Exercise description: Without the pictures, output the lines of the material from the very first through the one that holds "0 2.5px,transparent 0".

Data for analysis:
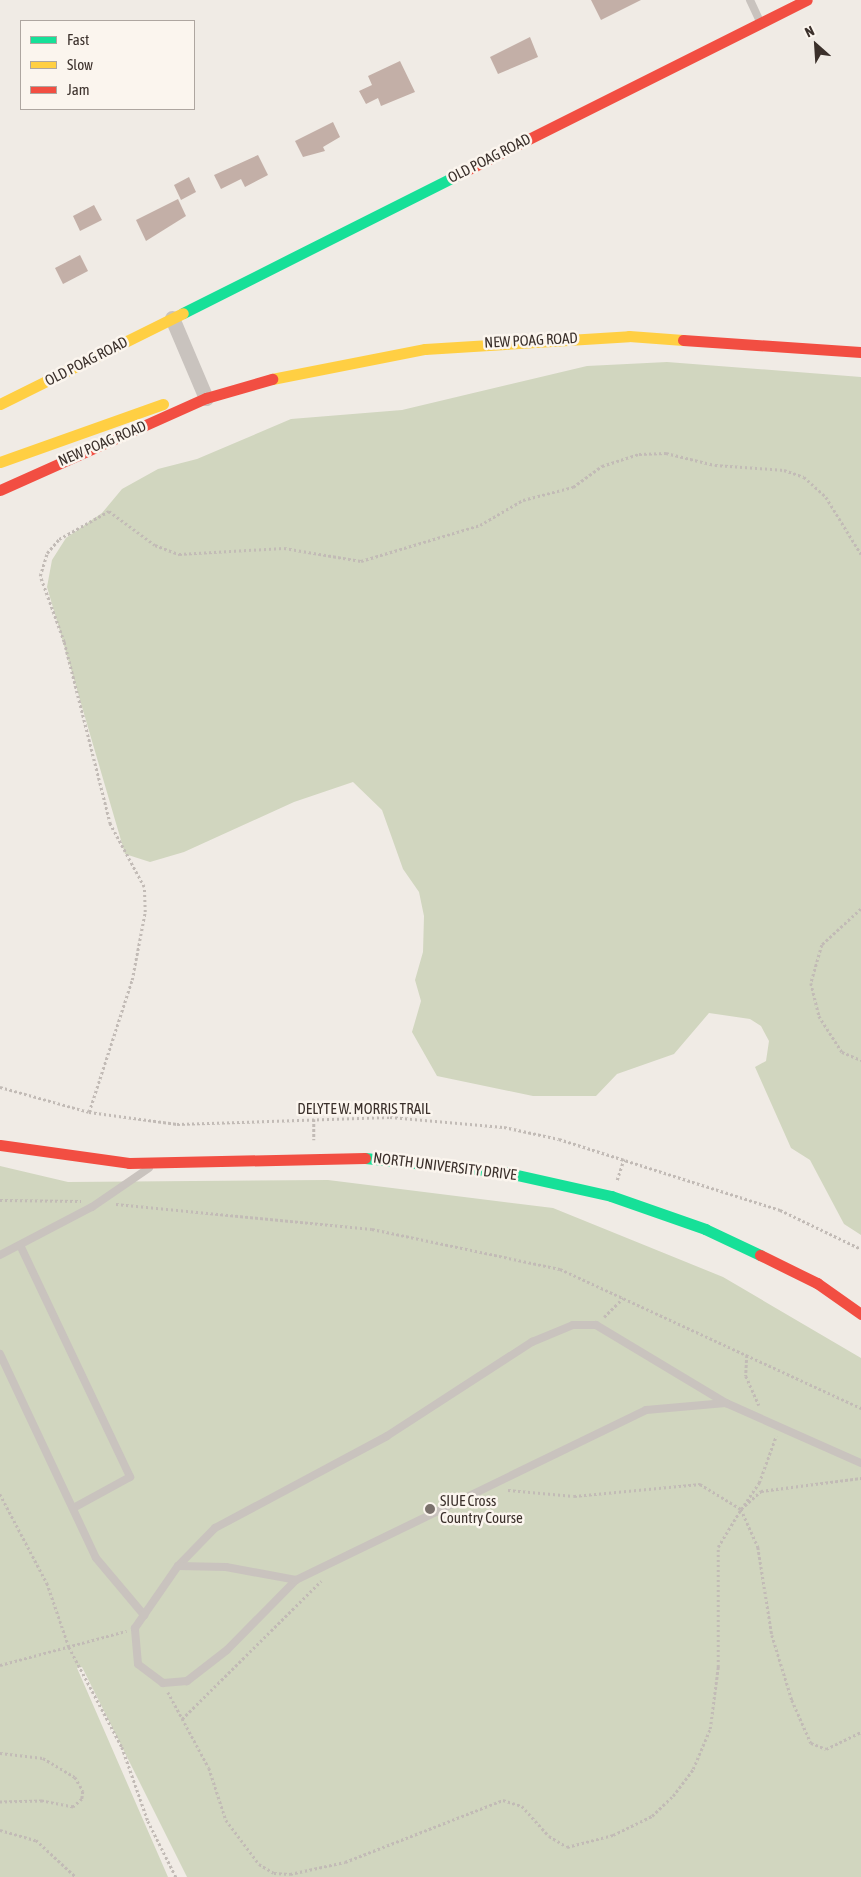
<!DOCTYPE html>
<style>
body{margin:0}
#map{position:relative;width:861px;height:1877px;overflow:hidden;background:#f0ebe5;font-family:"Asap Condensed",sans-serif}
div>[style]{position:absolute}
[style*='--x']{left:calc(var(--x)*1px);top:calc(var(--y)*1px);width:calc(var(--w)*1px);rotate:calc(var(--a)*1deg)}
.green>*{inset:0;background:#d1d6bf}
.building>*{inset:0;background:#c3afa7}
.path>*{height:2.5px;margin-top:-1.25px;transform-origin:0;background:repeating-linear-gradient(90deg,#c2bbb6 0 2.5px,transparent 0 5px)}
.lane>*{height:8px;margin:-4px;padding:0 4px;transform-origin:4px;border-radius:4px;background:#c9c3be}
.street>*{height:15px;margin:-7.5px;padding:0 7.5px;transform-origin:7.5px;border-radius:7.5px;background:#c9c3be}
.fast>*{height:11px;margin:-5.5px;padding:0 5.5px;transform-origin:5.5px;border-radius:5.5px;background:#16e098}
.slow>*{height:11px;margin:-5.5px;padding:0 5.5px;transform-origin:5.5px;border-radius:5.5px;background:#ffcf43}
.jam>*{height:11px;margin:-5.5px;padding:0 5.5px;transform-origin:5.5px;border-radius:5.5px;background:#f24e42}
.dots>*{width:14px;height:14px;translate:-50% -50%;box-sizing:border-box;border:2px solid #fbf5ee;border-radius:50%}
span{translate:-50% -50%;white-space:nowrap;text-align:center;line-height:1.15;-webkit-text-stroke:5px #fbf5ee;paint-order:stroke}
.street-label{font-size:15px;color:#3b302b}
.poi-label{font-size:15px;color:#3b302b}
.left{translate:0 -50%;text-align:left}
.legend{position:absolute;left:20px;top:20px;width:175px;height:90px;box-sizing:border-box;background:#fbf5ee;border:1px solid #aea6a0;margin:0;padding:6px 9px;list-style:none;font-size:15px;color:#3b302b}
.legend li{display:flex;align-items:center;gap:10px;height:25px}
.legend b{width:25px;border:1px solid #aea6a0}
.north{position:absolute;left:791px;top:20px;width:50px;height:50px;-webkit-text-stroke:4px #fbf5ee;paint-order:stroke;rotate:334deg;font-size:14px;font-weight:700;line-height:20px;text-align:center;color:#3b302b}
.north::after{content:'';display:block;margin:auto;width:18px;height:22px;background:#3b302b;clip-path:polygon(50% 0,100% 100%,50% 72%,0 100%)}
</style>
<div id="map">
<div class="green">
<div style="clip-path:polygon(667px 362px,861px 377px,861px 1235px,844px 1224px,810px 1160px,791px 1148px,755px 1067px,766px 1061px,769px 1041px,761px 1026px,750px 1019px,709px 1013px,674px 1054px,617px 1074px,596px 1096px,533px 1096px,437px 1076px,412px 1032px,421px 1001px,415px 980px,423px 952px,424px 916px,419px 892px,403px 869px,382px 810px,353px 782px,294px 802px,184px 852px,150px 862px,125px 854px,47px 587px,52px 560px,66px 538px,102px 513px,122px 489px,158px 469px,197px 459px,291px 419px,402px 410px,587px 366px)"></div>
<div style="clip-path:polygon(0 1166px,68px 1182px,328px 1180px,553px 1208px,723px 1277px,861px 1358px,861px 1877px,187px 1877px,82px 1667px,77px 1668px,168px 1877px,0 1877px)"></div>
</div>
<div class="building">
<div style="clip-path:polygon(591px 0,641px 0,601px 20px)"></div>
<div style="clip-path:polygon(530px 37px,538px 57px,498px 74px,490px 57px)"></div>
<div style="clip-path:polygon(400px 61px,415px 92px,381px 106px,378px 98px,366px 104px,359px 91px,372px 85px,368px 76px)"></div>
<div style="clip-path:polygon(333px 122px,340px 137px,323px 147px,325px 151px,303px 157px,295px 141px)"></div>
<div style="clip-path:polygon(258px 155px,268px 175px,245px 187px,241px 179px,221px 189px,214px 175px)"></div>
<div style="clip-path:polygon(189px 177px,196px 192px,181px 200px,174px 185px)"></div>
<div style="clip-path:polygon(178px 199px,186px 216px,146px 241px,136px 220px)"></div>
<div style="clip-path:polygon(94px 205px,102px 220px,80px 231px,73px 216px)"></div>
<div style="clip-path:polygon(80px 255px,88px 271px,63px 284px,55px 268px)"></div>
</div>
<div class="path">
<div style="--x:861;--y:909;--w:53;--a:137.3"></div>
<div style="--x:822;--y:945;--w:40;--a:106"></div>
<div style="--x:811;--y:983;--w:34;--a:76"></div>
<div style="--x:819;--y:1016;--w:43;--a:57.4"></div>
<div style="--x:842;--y:1052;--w:21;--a:23"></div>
<div style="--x:0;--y:1087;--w:92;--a:15.7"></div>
<div style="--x:89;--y:1112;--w:89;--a:7.8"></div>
<div style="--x:177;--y:1124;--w:213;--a:-1.9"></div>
<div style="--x:390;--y:1117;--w:114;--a:5"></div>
<div style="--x:504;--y:1127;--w:56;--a:12.3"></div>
<div style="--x:559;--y:1139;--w:232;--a:17.8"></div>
<div style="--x:780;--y:1210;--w:90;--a:25.7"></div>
<div style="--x:89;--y:1112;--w:139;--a:-72"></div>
<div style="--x:132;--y:980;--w:69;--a:-79.2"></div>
<div style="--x:145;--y:912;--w:25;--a:-92"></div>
<div style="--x:144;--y:887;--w:72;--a:-118.4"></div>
<div style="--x:110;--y:824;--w:188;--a:-104.2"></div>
<div style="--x:64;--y:642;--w:70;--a:-110"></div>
<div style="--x:40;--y:576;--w:24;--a:-73"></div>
<div style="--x:47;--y:553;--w:18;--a:-49"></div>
<div style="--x:59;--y:539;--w:57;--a:-29.2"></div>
<div style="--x:109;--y:511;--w:57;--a:36.5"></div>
<div style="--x:155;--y:545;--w:26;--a:21"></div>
<div style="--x:179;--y:554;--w:105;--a:-3.3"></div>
<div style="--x:284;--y:548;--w:78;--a:9.6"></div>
<div style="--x:361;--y:561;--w:124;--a:-16.8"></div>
<div style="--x:480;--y:525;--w:50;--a:-30.2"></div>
<div style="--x:523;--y:500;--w:52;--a:-14.6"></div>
<div style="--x:573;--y:487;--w:36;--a:-36"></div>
<div style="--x:602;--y:466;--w:39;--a:-18"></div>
<div style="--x:639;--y:454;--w:27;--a:-2"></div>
<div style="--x:666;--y:453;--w:50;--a:13.8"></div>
<div style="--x:715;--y:465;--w:69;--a:4.1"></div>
<div style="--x:784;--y:470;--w:21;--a:19"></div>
<div style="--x:804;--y:477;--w:30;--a:42"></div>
<div style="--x:826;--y:497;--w:67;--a:58.4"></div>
<div style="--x:314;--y:1119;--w:21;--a:90"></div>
<div style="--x:617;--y:1180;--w:22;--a:-72"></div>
<div style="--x:0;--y:1200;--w:81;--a:0.7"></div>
<div style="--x:116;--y:1204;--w:257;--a:5.6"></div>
<div style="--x:372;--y:1229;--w:192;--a:12"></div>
<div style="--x:560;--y:1269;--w:332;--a:24.8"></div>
<div style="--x:604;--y:1317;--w:27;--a:-45"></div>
<div style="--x:747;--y:1355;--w:21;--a:93"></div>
<div style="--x:746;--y:1376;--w:32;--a:66"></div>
<div style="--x:508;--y:1490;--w:66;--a:5.2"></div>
<div style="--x:574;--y:1496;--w:127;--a:-5.4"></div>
<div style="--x:700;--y:1484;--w:48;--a:31.4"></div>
<div style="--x:741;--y:1509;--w:27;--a:-42"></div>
<div style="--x:761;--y:1491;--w:101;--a:-7.4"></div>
<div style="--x:0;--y:1494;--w:101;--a:62.2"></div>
<div style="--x:47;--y:1583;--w:68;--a:71"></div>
<div style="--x:69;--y:1647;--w:113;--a:62.1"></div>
<div style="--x:122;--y:1747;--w:78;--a:70.6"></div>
<div style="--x:148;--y:1821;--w:63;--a:63.4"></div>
<div style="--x:744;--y:1505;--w:27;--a:-56"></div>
<div style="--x:759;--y:1483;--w:50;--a:-70.1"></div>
<div style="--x:0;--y:1665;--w:131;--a:-15.1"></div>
<div style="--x:168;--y:1692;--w:86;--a:61.7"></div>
<div style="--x:209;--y:1768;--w:55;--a:71.9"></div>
<div style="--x:226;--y:1820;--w:55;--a:53.1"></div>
<div style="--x:259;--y:1864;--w:17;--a:31"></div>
<div style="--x:274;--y:1873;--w:16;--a:4"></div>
<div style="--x:290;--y:1874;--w:56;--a:-12.3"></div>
<div style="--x:345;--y:1862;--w:170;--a:-21.4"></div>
<div style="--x:503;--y:1800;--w:20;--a:18"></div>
<div style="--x:522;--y:1806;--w:40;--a:48"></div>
<div style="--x:549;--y:1836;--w:21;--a:31"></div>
<div style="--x:567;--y:1847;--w:48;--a:-14.6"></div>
<div style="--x:613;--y:1835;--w:43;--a:-26"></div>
<div style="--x:652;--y:1816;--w:29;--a:-44"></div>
<div style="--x:673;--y:1796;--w:34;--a:-53"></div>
<div style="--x:693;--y:1769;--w:43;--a:-67"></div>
<div style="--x:710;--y:1729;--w:63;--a:-82.6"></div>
<div style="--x:718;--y:1667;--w:120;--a:-90"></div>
<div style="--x:718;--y:1547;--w:44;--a:-58.8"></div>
<div style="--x:741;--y:1509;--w:42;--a:65.9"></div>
<div style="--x:758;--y:1547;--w:89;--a:81"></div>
<div style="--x:772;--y:1635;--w:68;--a:72.9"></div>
<div style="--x:792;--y:1700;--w:47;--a:66.2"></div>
<div style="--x:811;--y:1743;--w:16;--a:22"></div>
<div style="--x:826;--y:1749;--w:39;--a:-26"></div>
<div style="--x:182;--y:1719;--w:196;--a:-44.8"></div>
<div style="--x:0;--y:1753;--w:43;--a:6.6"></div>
<div style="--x:43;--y:1758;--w:37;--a:31"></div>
<div style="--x:75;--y:1777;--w:16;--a:60"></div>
<div style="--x:83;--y:1791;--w:8;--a:97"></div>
<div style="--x:82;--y:1799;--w:12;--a:138"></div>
<div style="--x:73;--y:1807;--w:32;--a:-169"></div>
<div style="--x:42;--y:1801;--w:42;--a:178.6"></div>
<div style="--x:0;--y:1830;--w:37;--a:16"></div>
<div style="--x:36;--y:1840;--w:54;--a:42.8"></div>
</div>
<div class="lane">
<div style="--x:750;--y:0;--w:23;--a:65"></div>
<div style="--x:20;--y:1245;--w:257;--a:64.6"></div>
<div style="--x:130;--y:1477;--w:63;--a:151.4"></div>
<div style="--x:0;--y:1255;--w:104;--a:-27.6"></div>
<div style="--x:92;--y:1207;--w:69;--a:-34.4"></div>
<div style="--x:0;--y:1354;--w:225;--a:64.8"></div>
<div style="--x:96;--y:1558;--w:75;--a:49.9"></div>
<div style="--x:178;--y:1566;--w:53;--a:-45.8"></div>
<div style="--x:215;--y:1528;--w:195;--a:-28.1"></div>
<div style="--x:387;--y:1436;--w:173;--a:-33"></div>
<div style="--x:532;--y:1342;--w:44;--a:-22.5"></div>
<div style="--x:573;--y:1325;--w:23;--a:0"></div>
<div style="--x:596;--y:1325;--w:152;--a:31"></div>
<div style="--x:726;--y:1403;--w:148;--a:24"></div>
<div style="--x:296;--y:1580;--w:98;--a:134.6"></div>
<div style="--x:227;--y:1650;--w:51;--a:142.2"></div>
<div style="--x:187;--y:1681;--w:24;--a:175"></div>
<div style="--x:163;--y:1683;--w:31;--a:-143"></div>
<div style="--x:138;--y:1664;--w:36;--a:-95"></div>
<div style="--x:135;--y:1628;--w:75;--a:-55.3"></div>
<div style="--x:178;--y:1566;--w:48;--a:1.2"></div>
<div style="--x:226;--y:1567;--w:71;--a:10.5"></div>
<div style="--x:296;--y:1580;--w:389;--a:-25.9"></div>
<div style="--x:646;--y:1410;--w:80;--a:-5"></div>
</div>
<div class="street">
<div style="--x:172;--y:318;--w:87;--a:67"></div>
</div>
<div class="fast">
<div style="--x:183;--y:313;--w:307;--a:-26.7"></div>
<div style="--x:365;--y:1158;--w:140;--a:5.8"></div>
<div style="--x:504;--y:1172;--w:110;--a:12.6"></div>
<div style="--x:611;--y:1196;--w:100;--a:19.3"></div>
<div style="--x:705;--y:1229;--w:61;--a:25.3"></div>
</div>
<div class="slow">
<div style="--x:272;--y:379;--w:156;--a:-11.1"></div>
<div style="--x:425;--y:349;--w:204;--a:-3.6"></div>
<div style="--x:629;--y:336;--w:54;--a:4.2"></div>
<div style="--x:0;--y:404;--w:204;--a:-26.4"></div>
<div style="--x:0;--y:462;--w:173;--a:-19.6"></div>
</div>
<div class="jam">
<div style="--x:457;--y:175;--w:391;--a:-26.6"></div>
<div style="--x:683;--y:340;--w:178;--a:3.9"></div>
<div style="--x:0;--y:490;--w:226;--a:-24.1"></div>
<div style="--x:206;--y:398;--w:69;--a:-16.1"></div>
<div style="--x:0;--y:1145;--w:130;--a:7.9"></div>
<div style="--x:129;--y:1163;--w:236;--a:-1.2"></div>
<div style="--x:760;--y:1255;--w:64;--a:26.2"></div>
<div style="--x:817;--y:1283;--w:54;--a:35.2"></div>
</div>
<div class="dots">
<div style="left:430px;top:1509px;background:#7a716c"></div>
</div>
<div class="street-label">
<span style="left:489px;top:158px;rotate:-27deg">OLD POAG ROAD</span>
<span style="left:531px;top:340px;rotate:-3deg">NEW POAG ROAD</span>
<span style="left:86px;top:361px;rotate:-27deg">OLD POAG ROAD</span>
<span style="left:102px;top:443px;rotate:-23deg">NEW POAG ROAD</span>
<span style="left:364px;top:1109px">DELYTE W. MORRIS TRAIL</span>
<span style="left:445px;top:1166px;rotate:7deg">NORTH UNIVERSITY DRIVE</span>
</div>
<div class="poi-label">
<span class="left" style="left:440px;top:1509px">SIUE Cross<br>Country Course</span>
</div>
<ul class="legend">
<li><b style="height:6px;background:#16e098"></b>Fast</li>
<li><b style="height:6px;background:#ffcf43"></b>Slow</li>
<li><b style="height:6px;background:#f24e42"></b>Jam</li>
</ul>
<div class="north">N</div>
</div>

Response below:
<!DOCTYPE html>
<style>
body{margin:0}
#map{position:relative;width:861px;height:1877px;overflow:hidden;background:#f0ebe5;font-family:"Asap Condensed",sans-serif}
div>[style]{position:absolute}
[style*='--x']{left:calc(var(--x)*1px);top:calc(var(--y)*1px);width:calc(var(--w)*1px);rotate:calc(var(--a)*1deg)}
.green>*{inset:0;background:#d1d6bf}
.building>*{inset:0;background:#c3afa7}
.path>*{height:2.5px;margin-top:-1.25px;transform-origin:0;background:repeating-linear-gradient(90deg,#c2bbb6 0 2.5px,transparent 0 5px)}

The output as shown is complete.